About this exercise:
Pick each line containing "turn" out of the records.
━━━━━━━━
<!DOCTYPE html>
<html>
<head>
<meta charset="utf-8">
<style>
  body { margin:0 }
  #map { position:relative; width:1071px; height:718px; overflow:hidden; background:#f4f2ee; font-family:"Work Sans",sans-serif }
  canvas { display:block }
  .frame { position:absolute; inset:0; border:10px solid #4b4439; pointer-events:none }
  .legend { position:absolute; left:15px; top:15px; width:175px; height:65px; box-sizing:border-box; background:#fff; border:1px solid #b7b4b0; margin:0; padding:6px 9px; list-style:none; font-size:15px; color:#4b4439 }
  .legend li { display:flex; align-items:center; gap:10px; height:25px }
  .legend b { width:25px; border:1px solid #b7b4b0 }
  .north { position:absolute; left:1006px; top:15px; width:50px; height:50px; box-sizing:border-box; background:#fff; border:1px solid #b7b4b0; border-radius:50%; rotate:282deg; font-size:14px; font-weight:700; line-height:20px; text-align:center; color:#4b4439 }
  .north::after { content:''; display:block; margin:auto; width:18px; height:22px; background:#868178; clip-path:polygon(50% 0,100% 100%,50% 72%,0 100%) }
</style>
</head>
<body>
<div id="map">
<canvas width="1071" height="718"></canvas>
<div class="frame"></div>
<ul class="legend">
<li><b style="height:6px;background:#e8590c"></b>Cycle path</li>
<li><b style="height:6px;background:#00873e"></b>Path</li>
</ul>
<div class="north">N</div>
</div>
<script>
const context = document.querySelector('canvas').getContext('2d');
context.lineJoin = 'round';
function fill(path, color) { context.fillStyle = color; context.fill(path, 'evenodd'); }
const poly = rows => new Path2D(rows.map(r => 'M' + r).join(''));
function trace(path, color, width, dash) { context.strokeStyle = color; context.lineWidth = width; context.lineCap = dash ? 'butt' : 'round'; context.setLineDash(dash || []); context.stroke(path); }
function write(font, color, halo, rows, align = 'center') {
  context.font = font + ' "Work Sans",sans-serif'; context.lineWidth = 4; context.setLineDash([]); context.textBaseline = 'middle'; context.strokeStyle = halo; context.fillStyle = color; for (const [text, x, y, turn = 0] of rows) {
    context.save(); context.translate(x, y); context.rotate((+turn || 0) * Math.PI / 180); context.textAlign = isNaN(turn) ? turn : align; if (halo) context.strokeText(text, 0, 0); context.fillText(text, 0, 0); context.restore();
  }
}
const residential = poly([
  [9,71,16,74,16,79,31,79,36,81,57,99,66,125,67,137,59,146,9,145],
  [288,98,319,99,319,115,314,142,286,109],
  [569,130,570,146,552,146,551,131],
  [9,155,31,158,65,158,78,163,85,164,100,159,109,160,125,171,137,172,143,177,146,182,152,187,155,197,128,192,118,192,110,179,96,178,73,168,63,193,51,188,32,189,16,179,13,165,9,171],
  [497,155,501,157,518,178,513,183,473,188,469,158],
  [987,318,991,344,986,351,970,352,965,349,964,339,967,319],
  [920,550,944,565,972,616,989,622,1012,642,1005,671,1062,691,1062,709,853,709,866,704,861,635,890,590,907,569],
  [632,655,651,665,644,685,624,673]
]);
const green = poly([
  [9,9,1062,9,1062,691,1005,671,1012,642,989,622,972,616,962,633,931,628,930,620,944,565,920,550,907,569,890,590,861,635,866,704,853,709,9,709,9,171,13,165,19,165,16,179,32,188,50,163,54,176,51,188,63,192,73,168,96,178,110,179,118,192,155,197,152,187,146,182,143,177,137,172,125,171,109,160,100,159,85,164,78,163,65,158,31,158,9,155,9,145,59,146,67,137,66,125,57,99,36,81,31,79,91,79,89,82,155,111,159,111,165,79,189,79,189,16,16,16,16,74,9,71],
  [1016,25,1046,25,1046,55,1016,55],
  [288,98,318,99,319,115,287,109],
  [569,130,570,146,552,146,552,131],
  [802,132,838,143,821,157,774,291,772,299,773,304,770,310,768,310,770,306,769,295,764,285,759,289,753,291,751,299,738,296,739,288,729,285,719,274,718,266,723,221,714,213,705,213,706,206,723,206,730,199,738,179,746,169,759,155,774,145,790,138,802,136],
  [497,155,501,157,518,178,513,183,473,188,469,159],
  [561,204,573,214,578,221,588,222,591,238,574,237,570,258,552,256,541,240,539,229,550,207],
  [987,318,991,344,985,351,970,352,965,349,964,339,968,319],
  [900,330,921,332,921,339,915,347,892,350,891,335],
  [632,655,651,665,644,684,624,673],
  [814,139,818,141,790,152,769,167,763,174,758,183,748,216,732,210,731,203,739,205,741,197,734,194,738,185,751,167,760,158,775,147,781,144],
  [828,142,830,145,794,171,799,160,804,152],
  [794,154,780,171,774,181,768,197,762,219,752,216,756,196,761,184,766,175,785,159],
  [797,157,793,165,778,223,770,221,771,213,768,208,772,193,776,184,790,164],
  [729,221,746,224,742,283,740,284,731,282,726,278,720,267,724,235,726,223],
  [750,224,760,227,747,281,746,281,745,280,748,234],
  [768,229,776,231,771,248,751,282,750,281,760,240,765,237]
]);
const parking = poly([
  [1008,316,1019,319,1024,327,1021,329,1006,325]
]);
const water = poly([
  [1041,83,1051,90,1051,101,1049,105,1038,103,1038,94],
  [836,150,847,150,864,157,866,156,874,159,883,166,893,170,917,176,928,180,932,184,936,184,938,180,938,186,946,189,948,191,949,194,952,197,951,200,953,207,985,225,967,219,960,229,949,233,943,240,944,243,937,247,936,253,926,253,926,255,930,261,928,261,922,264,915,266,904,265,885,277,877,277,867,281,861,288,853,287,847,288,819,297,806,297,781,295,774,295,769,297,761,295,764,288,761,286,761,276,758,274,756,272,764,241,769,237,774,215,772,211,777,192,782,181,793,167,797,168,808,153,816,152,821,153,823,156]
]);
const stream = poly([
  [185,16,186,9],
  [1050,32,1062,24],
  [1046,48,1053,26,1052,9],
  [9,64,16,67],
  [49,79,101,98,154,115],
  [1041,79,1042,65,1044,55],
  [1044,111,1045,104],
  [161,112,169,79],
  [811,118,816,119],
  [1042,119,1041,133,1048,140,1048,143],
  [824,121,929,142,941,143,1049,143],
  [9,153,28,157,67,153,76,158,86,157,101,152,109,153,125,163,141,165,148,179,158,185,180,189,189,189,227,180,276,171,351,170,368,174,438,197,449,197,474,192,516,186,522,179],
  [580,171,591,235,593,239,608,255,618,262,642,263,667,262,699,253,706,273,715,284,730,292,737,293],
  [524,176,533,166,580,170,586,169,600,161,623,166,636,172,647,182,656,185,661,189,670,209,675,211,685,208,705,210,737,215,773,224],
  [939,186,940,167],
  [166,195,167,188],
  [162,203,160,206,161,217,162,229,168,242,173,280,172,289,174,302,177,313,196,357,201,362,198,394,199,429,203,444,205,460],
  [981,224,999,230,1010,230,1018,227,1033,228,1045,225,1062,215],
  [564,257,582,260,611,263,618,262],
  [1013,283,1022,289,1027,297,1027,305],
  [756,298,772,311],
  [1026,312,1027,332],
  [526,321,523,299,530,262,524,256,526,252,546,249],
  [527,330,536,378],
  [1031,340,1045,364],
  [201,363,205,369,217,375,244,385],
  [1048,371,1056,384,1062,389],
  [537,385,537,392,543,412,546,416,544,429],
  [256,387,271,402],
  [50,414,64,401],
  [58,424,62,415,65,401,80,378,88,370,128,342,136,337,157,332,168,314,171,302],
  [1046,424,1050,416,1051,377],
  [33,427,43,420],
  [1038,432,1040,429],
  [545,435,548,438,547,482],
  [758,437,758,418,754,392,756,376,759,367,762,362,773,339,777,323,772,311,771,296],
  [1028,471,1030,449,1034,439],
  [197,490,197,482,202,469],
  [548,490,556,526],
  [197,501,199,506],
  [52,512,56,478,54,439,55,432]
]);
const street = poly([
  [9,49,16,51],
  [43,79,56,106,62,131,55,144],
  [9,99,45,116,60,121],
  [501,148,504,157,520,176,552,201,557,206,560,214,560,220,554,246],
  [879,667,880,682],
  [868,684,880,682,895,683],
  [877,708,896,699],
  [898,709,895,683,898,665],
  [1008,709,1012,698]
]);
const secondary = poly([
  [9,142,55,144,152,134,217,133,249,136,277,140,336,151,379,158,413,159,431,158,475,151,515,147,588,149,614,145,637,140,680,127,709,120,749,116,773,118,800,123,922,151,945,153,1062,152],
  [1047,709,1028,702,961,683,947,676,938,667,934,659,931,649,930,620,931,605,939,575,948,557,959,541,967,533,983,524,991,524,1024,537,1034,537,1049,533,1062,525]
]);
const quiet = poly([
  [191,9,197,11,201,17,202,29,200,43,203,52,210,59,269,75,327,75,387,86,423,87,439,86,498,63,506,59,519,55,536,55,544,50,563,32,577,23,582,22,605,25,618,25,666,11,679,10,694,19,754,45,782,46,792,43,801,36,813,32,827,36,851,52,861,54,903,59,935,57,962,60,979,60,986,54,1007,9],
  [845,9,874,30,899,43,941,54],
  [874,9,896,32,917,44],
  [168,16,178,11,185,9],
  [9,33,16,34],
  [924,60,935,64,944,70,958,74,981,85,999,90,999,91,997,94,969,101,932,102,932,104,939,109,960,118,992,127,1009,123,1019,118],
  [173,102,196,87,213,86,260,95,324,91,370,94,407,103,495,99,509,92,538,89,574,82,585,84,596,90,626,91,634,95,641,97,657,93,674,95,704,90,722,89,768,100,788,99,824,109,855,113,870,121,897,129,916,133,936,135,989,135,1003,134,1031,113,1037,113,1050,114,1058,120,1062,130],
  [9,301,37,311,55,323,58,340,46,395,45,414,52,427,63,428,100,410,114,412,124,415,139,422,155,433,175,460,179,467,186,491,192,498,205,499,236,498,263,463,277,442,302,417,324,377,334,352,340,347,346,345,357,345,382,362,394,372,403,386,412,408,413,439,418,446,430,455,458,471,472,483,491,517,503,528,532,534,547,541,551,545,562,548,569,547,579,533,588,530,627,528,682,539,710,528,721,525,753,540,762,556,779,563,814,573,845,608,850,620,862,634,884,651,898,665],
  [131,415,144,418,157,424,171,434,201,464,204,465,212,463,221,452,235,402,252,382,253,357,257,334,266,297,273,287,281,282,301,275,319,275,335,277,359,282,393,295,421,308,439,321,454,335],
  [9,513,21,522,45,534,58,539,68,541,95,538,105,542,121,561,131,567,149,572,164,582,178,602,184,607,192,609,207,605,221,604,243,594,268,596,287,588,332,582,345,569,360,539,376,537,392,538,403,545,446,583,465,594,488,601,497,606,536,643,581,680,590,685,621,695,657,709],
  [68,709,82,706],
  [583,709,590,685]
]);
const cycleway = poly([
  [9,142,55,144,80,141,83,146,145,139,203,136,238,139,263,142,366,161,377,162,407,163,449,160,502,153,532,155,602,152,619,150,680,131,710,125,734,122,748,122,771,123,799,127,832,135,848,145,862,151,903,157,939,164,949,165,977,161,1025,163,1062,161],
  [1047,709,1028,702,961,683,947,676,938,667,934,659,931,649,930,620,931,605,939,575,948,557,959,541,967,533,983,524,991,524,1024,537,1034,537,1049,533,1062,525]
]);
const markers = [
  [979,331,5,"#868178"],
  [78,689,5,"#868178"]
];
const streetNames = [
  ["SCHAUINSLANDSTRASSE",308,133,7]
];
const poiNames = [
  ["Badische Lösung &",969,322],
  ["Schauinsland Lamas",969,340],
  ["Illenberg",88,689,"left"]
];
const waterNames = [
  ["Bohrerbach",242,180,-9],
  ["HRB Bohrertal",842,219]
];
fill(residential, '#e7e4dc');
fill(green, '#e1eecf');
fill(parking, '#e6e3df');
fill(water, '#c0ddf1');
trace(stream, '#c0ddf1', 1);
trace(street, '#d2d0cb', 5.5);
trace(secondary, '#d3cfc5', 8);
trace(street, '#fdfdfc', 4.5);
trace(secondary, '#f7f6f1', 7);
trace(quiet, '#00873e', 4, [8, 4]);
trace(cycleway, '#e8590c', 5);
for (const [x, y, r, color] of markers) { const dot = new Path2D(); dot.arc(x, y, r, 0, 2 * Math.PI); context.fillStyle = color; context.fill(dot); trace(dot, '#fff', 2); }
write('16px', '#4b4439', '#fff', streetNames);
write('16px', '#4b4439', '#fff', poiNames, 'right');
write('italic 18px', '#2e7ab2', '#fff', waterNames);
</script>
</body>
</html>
━━━━━━━━
Written response:
  context.font = font + ' "Work Sans",sans-serif'; context.lineWidth = 4; context.setLineDash([]); context.textBaseline = 'middle'; context.strokeStyle = halo; context.fillStyle = color; for (const [text, x, y, turn = 0] of rows) {
    context.save(); context.translate(x, y); context.rotate((+turn || 0) * Math.PI / 180); context.textAlign = isNaN(turn) ? turn : align; if (halo) context.strokeText(text, 0, 0); context.fillText(text, 0, 0); context.restore();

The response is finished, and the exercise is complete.